Hier ist vor allem die gerade 50 Jahre alt gewordene "Allgemeine Erklärung der Menschenrechte" vom 10.12.48 zu nennen, in der es heißt:
§ 2: Jedermann hat Anspruch auf die in dieser Erklärung proklamierten Rechte und Freiheiten ohne irgendeine Unterscheidung, wie etwa nach Rasse, Farbe, Geschlecht, Sprache, Religion, politischer oder sonstiger Überzeugung, nationaler oder sozialer Herkunft, nach Vermögen, Geburt oder sonstigem Status.
§ 3: Jedermann hat ein Recht auf Leben, Freiheit und Sicherheit der Person.
§ 5: Niemand darf der Folter oder grausamer, unmenschlicher oder erniedrigender Behandlung oder Strafe unterworfen werden.
§ 18: Jedermann hat das Recht auf Gedanken-, Gewissens- und Religionsfreiheit.
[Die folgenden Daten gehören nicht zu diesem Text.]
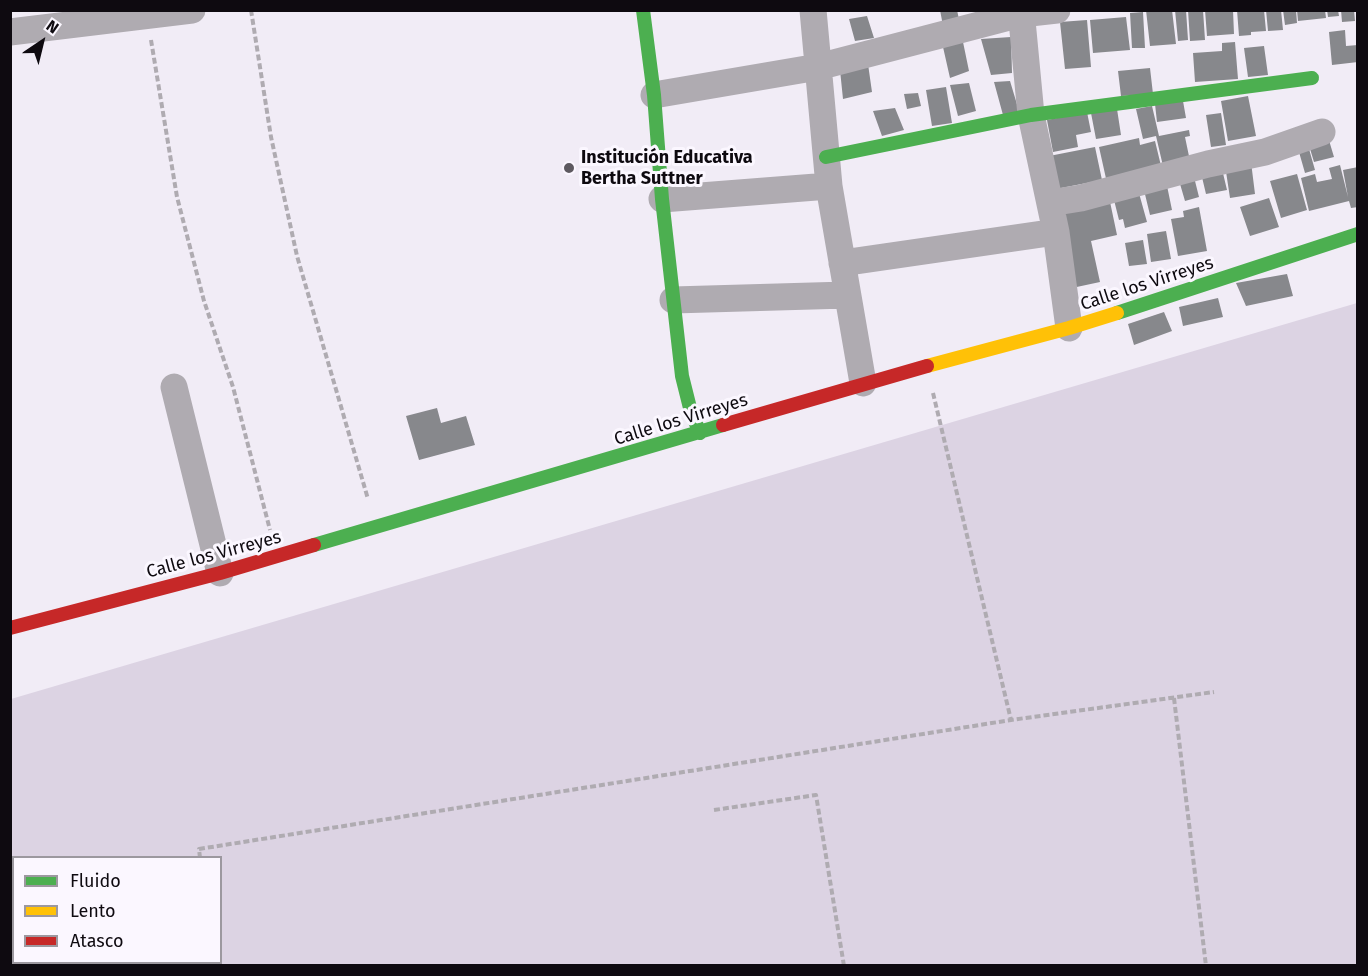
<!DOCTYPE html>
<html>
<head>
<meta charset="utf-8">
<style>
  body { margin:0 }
  #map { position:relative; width:1368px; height:976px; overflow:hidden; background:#f1ecf6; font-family:"Fira Sans",sans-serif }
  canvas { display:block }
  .frame { position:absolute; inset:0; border:12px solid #0e0a10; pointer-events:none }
  .legend { position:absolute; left:12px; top:856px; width:210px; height:108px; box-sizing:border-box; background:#fbf7ff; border:2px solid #9c989f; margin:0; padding:8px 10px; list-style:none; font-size:18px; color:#0e0a10 }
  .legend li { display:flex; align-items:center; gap:12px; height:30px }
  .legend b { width:30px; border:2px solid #9c989f }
  .north { position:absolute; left:12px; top:12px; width:60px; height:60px; -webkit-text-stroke:4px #fbf7ff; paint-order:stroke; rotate:35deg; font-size:16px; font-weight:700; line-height:24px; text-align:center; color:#0e0a10 }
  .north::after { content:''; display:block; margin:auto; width:21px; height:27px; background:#0e0a10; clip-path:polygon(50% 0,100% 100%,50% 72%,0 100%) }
</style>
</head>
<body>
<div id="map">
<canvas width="1368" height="976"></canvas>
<div class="frame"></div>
<ul class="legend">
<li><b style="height:8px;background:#4caf50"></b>Fluido</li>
<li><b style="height:8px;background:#ffc107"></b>Lento</li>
<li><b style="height:8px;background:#c62828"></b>Atasco</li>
</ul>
<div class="north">N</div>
</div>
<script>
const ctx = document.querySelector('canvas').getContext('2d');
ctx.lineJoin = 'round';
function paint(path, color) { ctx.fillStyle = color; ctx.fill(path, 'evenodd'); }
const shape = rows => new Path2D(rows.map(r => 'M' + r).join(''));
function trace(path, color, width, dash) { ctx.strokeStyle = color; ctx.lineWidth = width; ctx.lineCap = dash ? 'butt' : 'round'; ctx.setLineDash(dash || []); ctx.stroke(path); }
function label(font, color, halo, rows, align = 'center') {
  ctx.font = font + ' "Fira Sans",sans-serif'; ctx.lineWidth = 6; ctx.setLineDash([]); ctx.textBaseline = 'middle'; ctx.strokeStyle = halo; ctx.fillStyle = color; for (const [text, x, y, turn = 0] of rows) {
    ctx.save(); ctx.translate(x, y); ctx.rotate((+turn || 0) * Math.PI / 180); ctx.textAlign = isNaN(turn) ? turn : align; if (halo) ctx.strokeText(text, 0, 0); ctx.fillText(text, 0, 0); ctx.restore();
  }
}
const green = shape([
  [1357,303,1357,965,11,965,11,699],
  [14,858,220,858,220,962,14,962]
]);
const building = shape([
  [940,10,957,10,960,24,944,31],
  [1146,10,1172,10,1176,44,1150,46],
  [1175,10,1186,10,1188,40,1178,41],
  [1188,10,1203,10,1205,40,1190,41],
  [1205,10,1233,10,1234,34,1207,36],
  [1237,10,1264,10,1266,31,1251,32,1251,35,1239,36],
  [1266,10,1281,10,1283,30,1268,31],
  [1283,10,1296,10,1297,23,1285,25],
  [1297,10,1325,10,1326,18,1298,21],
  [1327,10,1338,10,1339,16,1328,17],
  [1341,10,1354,10,1355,21,1342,22],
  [1143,12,1145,48,1132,48,1130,13],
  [867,16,874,38,855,41,849,19],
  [1126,17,1130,50,1093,53,1090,20],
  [1087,20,1091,67,1065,69,1060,22],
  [1345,30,1346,46,1358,45,1358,62,1332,65,1329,32],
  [1011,37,1012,73,991,75,981,39],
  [963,42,969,71,950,78,943,47],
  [1235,42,1238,79,1195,82,1193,53,1222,51,1222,43],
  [1264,46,1268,75,1248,77,1244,48],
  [868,64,872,92,843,99,840,70],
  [1150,68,1153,94,1121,96,1118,71],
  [1010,81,1019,111,1003,115,994,82],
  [969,83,976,111,958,116,950,85],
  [946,87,952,123,932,126,926,90],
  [918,93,921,106,907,109,904,94],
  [1248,96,1256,136,1228,141,1221,101],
  [1183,101,1186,118,1157,122,1155,104],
  [1152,106,1159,136,1189,130,1190,136,1185,137,1190,161,1163,166,1156,136,1143,139,1136,109],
  [895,108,904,130,882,136,873,111],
  [1117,109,1121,135,1096,139,1091,113],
  [1087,112,1091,132,1076,135,1078,147,1053,152,1047,120],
  [1221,113,1226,145,1211,147,1206,115],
  [1328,137,1334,157,1314,162,1308,142],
  [1139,138,1140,145,1155,141,1162,170,1107,183,1099,147],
  [1307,142,1315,170,1305,173,1297,145],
  [1095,147,1102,180,1051,190,1044,157],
  [1251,162,1255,194,1230,198,1225,165],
  [1340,165,1348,197,1343,170,1358,167,1358,207,1351,208,1349,201,1309,211,1301,178,1315,174,1317,182,1332,179,1329,168],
  [1222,169,1227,190,1206,194,1201,173],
  [1193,173,1199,197,1185,201,1178,177],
  [1297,174,1307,210,1281,218,1270,181],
  [1166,181,1172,210,1150,215,1143,186],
  [1137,186,1147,222,1125,228,1123,219,1119,220,1112,192],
  [1109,197,1117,235,1091,241,1100,282,1072,288,1055,208],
  [1269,198,1279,227,1250,236,1240,207],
  [1199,207,1207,251,1178,256,1171,219,1184,217,1183,211],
  [1166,231,1171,259,1151,262,1147,234],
  [1143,240,1147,264,1129,266,1125,243],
  [1287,274,1293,296,1246,306,1236,283],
  [1218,298,1223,317,1183,326,1179,307],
  [1164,312,1172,331,1134,345,1128,324],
  [437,408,441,423,466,416,475,445,419,460,406,416]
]);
const path = shape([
  [251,10,271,137,297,256,368,499],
  [151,40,177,197,204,301,233,387,270,530],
  [933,393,1011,720],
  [1174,698,1206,966],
  [714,810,816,795,844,966],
  [200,858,199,849,1011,720,1214,692],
  [213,962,213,966]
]);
const street = shape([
  [813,10,829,186,863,383],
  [1021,10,1031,115,1056,232,1069,328],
  [10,32,192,10],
  [654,95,818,67,1021,14,1057,10],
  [662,199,829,186],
  [1050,203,1081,198,1208,164,1265,152,1322,132],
  [842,263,1056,232],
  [673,300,847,295],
  [174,387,220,573]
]);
const fast = shape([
  [643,10,654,95,662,199,682,376,691,412,700,433],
  [826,157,1031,115,1312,78],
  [1117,313,1358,234],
  [314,545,723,425]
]);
const slow = shape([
  [927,366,1069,328,1117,313]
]);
const jam = shape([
  [723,425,927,366],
  [10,628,220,573,314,545]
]);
const markers = [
  [569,168,6,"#5d5960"]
];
const poiNames = [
  ["Institución Educativa",581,158],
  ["Bertha Suttner",581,179]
];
const streetNames = [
  ["Calle los Virreyes",1147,284,-18],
  ["Calle los Virreyes",681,420,-17],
  ["Calle los Virreyes",214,555,-15]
];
paint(green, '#dcd3e3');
paint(building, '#87888c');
trace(path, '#afabb1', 4, [6, 3]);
trace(street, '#afabb1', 27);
trace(fast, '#4caf50', 14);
trace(slow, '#ffc107', 14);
trace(jam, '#c62828', 14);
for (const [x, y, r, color] of markers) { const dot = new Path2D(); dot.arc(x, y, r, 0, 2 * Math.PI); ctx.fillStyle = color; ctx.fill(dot); trace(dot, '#fbf7ff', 2); }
label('bold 18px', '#0e0a10', '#fbf7ff', poiNames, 'left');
label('18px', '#0e0a10', '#fbf7ff', streetNames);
</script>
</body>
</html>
§ 19: Jedermann hat das Recht auf Freiheit der Meinung und der Meinungsäußerung.
§ 20: Jedermann hat das Recht auf Versammlungs- und Vereinigungsfreiheit zu friedlichen Zwecken.
Wohl fast alle Kurden in der Türkei bieten und fordern eine friedliche, politische Lösung im Rahmen des türkischen Staates. Ihre Hoffnungen sind groß, dass sich der Westen endlich auf seine stets proklamierten Werte besinnt und sich in dieser neuen Situation tatsächlich für Frieden und Gerechtigkeit in der Türkei engagiert. Für den Fall, die Kurden werden wieder enttäuscht und auf sich selbst zurückgeworfen sowie für den Fall, dass die Todesstrafe vollstreckt wird, lassen sich die Folgen in der Türkei leicht ausmalen.
Dem türkischen Staat muss endlich mit einer deutlichen Sprache klar gemacht werden: Die Türkei und ihre militärischen und zivilen Führungskräfte, die sich für Tschetschenien stark machen, die bei der Abchasien-Krise als Vermittler auftreten, die um Bosnien weinen und Soldaten in den Kosovo schicken, die Griechenland wegen der türkischen Minderheit bedrohen, die nicht einmal davor zurückschrecken, auf Dauer die Nordhälfte Zyperns zu besetzen und für die dort lebenden Türken einen "Teilstaat" zu errichten, und die für die türkischen Migranten in Deutschland gleiche Rechte fordern, können einem Volk von 15 Millionen Menschen dessen legitimen Rechte nicht länger vorenthalten.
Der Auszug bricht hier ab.